Mimosa Hill Blog
|Posted on May 31, 2016 at 1:15 AM|
Andy, Opie, and Barney; Jed, Granny, and Ellie Mae; Junior, Lulu, Nurse Goodbody, and Buck; The Dukes, Boss Hogg, Cooter, and Daisy; Jeff Foxworthy and Larry the Cable Guy; Duck Dynasty . . . . It isn’t difficult for most to recall portrayals of Southern Rurals on television shows or movies. All of them seem to poke fun at the characters as dim wits in hokey clothes (like flannel and bib overalls) who tell corny jokes in a slow, “unedjicated” twangy drawl, live in run-down shacks or trailers without indoor plumbing, chew tobacco or dip snuff, drink gallons of beer or moonshine, follow NASCAR racers, abhor education, own assorted guns and coon hounds, and practice incest.
The Rural South stretches from the Atlantic coastline to the Mississippi River, and from the Ohio River to the Florida panhandle.
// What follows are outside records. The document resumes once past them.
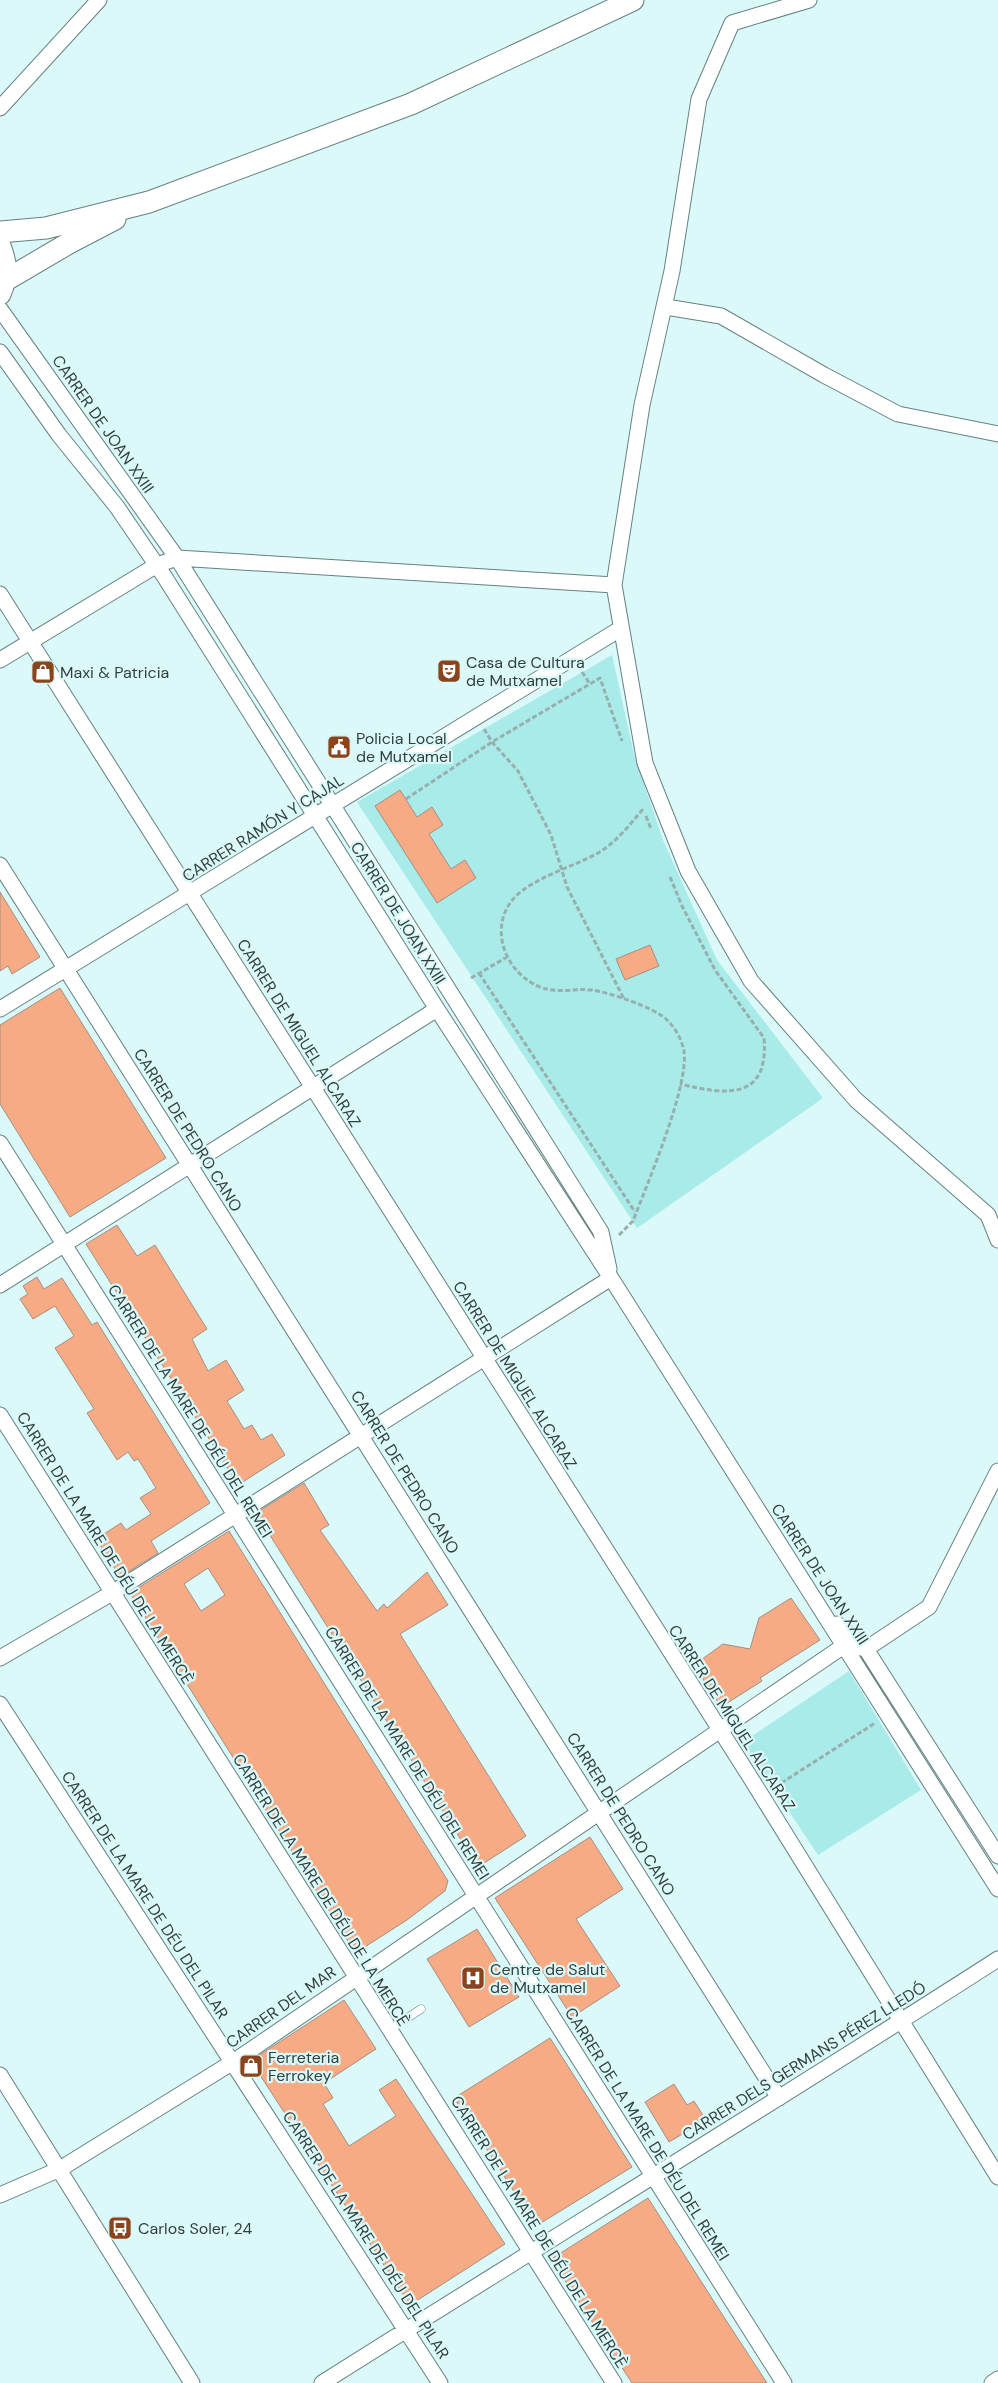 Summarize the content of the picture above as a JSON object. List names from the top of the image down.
{
  "streets": {
    "street": [
      "CARRER DE JOAN XXIII",
      "CARRER RAMÓN Y CAJAL",
      "CARRER DE MIGUEL ALCARAZ",
      "CARRER DE PEDRO CANO",
      "CARRER DE LA MARE DE DÉU DEL REMEI",
      "CARRER DE LA MARE DE DÉU DE LA MERCÈ",
      "CARRER DE LA MARE DE DÉU DEL PILAR",
      "CARRER DEL MAR",
      "CARRER DELS GERMANS PÉREZ LLEDÓ"
    ]
  },
  "crossings": [
    ["CARRER DE JOAN XXIII", "CARRER RAMÓN Y CAJAL"],
    ["CARRER DE JOAN XXIII", "CARRER DEL MAR"],
    ["CARRER RAMÓN Y CAJAL", "CARRER DE MIGUEL ALCARAZ"],
    ["CARRER RAMÓN Y CAJAL", "CARRER DE PEDRO CANO"],
    ["CARRER DE MIGUEL ALCARAZ", "CARRER DEL MAR"],
    ["CARRER DE MIGUEL ALCARAZ", "CARRER DELS GERMANS PÉREZ LLEDÓ"],
    ["CARRER DE PEDRO CANO", "CARRER DEL MAR"],
    ["CARRER DE PEDRO CANO", "CARRER DELS GERMANS PÉREZ LLEDÓ"],
    ["CARRER DE LA MARE DE DÉU DEL REMEI", "CARRER DEL MAR"],
    ["CARRER DE LA MARE DE DÉU DEL REMEI", "CARRER DELS GERMANS PÉREZ LLEDÓ"],
    ["CARRER DE LA MARE DE DÉU DE LA MERCÈ", "CARRER DEL MAR"],
    ["CARRER DE LA MARE DE DÉU DE LA MERCÈ", "CARRER DELS GERMANS PÉREZ LLEDÓ"],
    ["CARRER DE LA MARE DE DÉU DEL PILAR", "CARRER DEL MAR"],
    ["CARRER DE LA MARE DE DÉU DEL PILAR", "CARRER DELS GERMANS PÉREZ LLEDÓ"]
  ],
  "places": {
    "theatre": ["Casa de Cultura de Mutxamel"],
    "shop": ["Maxi & Patricia", "Ferreteria Ferrokey"],
    "public building": ["Policia Local de Mutxamel"],
    "hospital": ["Centre de Salut de Mutxamel"],
    "bus stop": ["Carlos Soler, 24"]
  }
}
It is unique in values; rebellious in nature; flavorful in fashion, performing arts, cooking, and tradition; competitive in sports; and radical in religious faith. Primarily small communities joined by rich farmland, coal mines, and poverty-ridden school systems, it is a region of country folk, controversy, contradictions, and culture developed around color.
Few places can claim to be the birthplace of two distinct, radically different and, until recent history, almost totally separate cultures. Even though they have occupied the same geographical region for the last two centuries, the cultures differ in attitudes, architecture, and achievement; they also differ in color. That particular characteristic is what allowed them to remain separate as much as they did. By merely looking at someone’s skin color, we grew up thinking it was completely possible to tell “us” from “them.” The fact that skin color was also an indicator, in the early years of the South, as to wealth vs. poverty, land-owner vs. land-laborer, and master vs. slave is the element that promoted separation of the cultures into “black” and “white.”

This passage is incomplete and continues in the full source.